Well, it is base on TRAMO-SEATS and X12-ARIMA, seeĀ https://github.com/jdemetra/jdemetra-core

It should not be that hard to adapt from Java to C.


On Tue, Nov 16, 2021 at 4:35 PM Sven Schreiber <svetosch@gmx.net> wrote:
Hi,

I'm not usually in the business of needing to do seasonal adjustment
myself, but it seems I will be, and I'm wondering about the following
things about gretl:

- The documentation still mostly talks about X12. This concerns the
contents or menu column on the left of the main web page, the page
http://gretl.sourceforge.net/x12a/x12a.html to which it leads, various
places in the user guide, and also stuff like the $x12a and $x12adir
accessors. Even though I know that x13 works as a drop-in replacement, I
find this situation confusing. Isn't X12 by now really obsolete?

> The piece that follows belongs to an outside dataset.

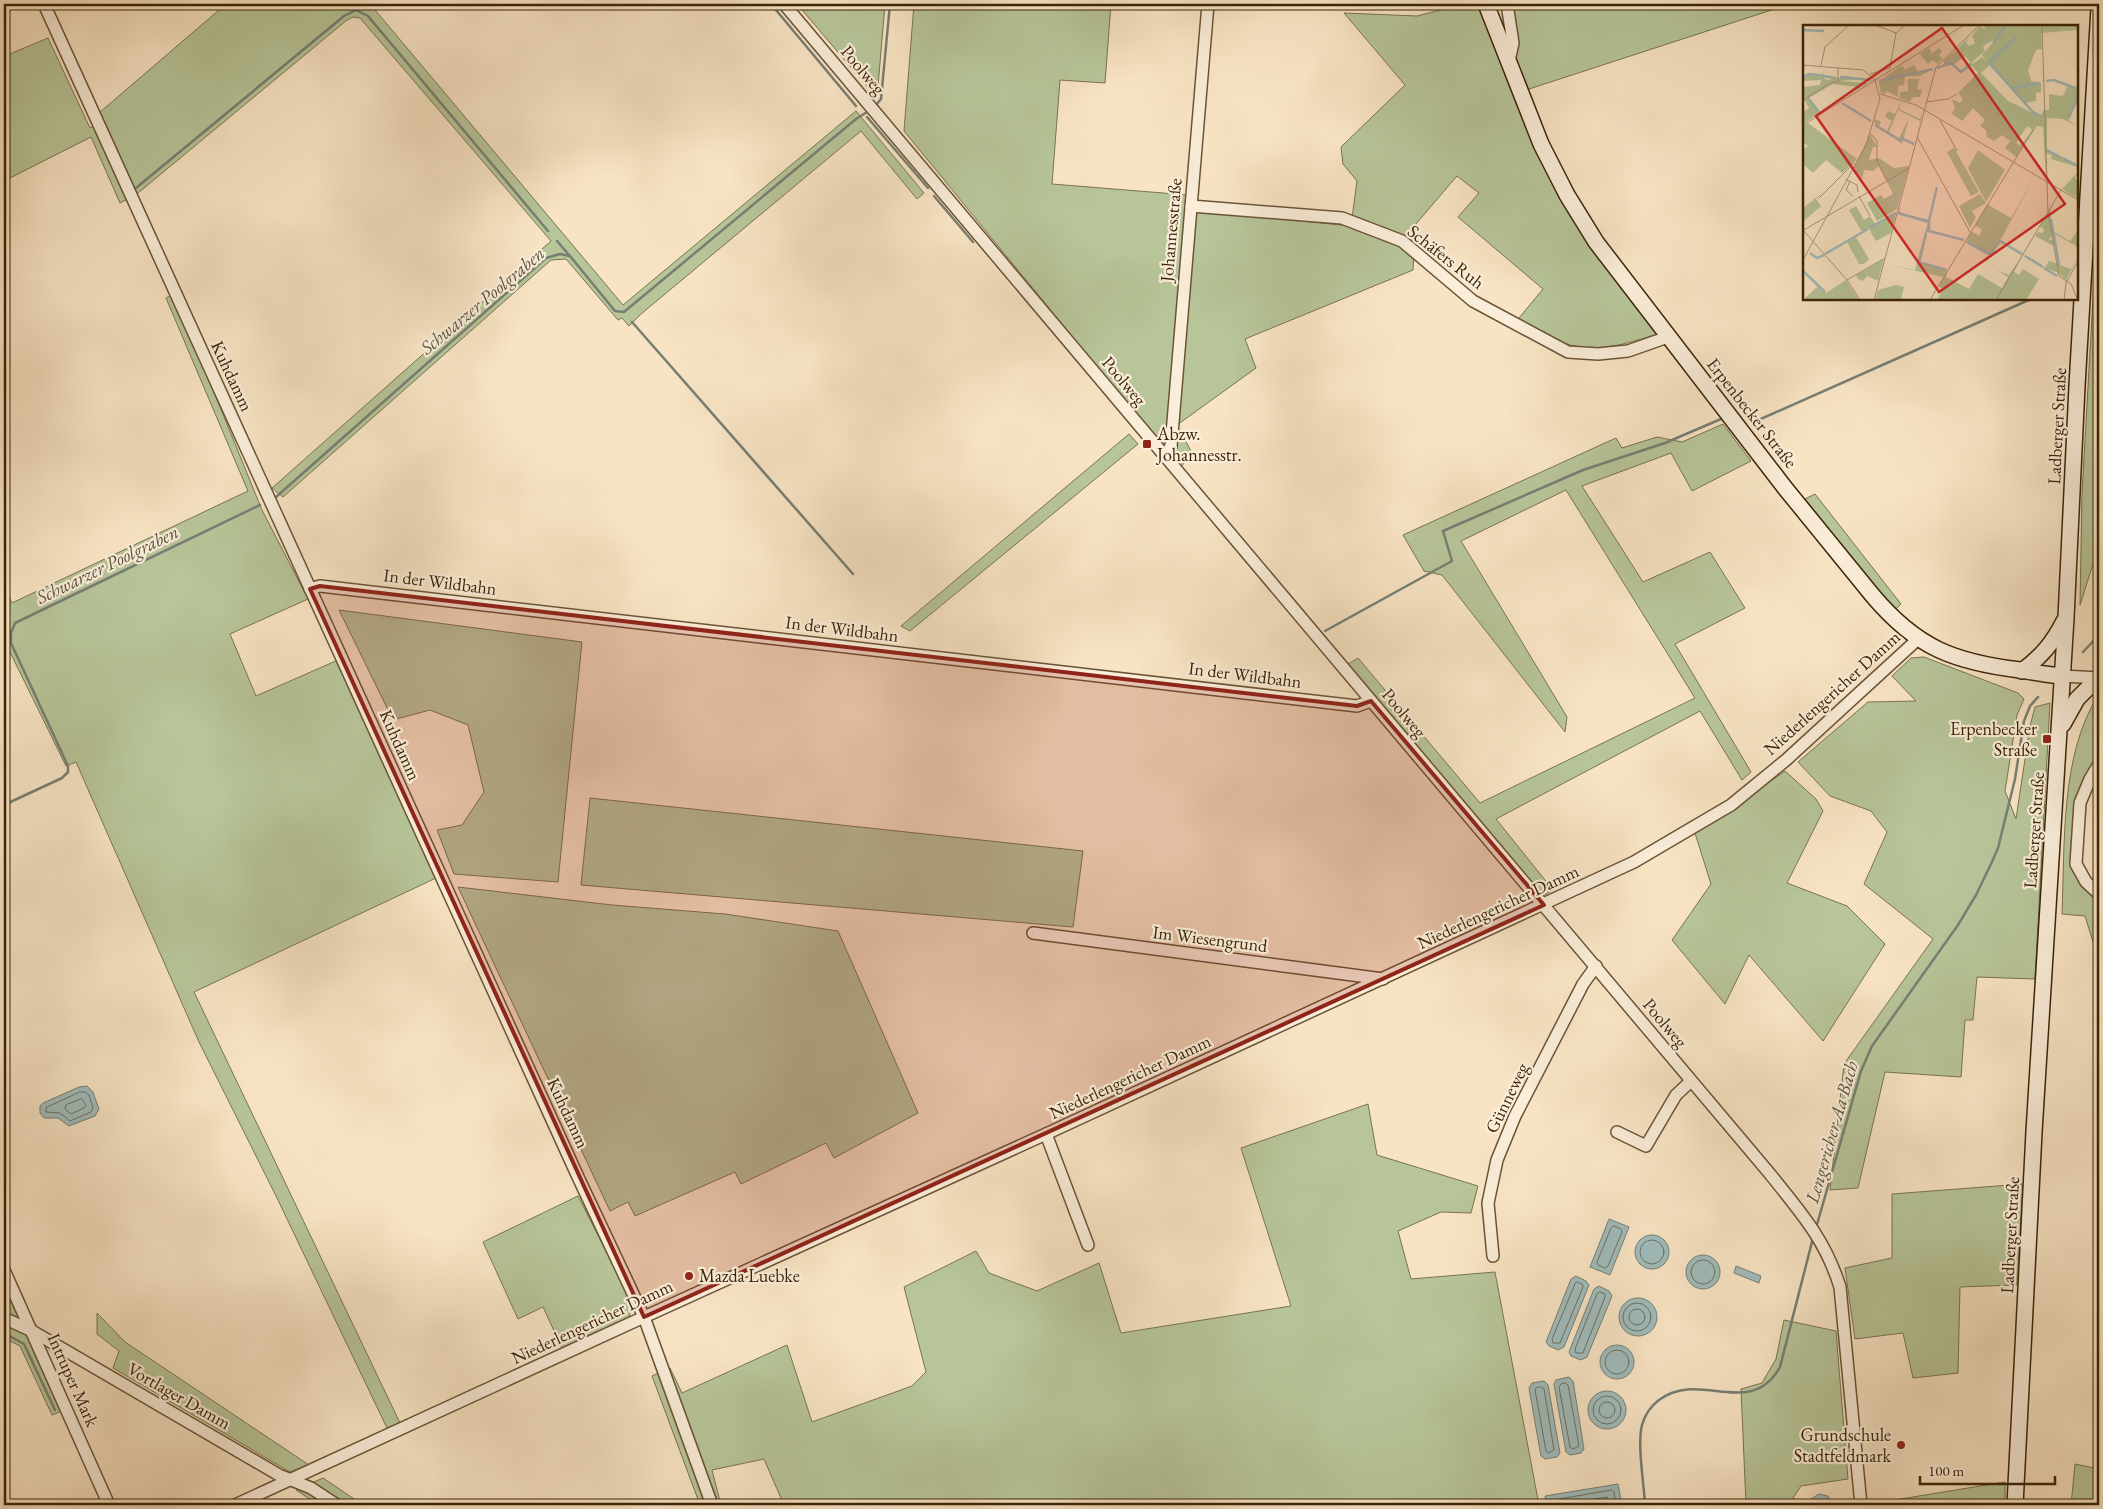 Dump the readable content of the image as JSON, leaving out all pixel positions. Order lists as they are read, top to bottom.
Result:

- AFAICS, there is no hansl scripting way to actually call X13 and get
its output, is there? When I use the GUI to invoke X13, I find no trace
of that in the command log.

- For a couple of years now, the open-source software JDemetra+ is the
official thing to do seasonal adjustment in Europe.
(https://github.com/jdemetra) Unfortunately, as the name suggests, it is
Java-based. There is an official R wrapper. I guess it should be
feasible to write a hansl wrapper for the R wrapper as a function
package, which sounds more complicated than it would be, I think. Of
course, the core still runs on Java, which therefore needs to be installed.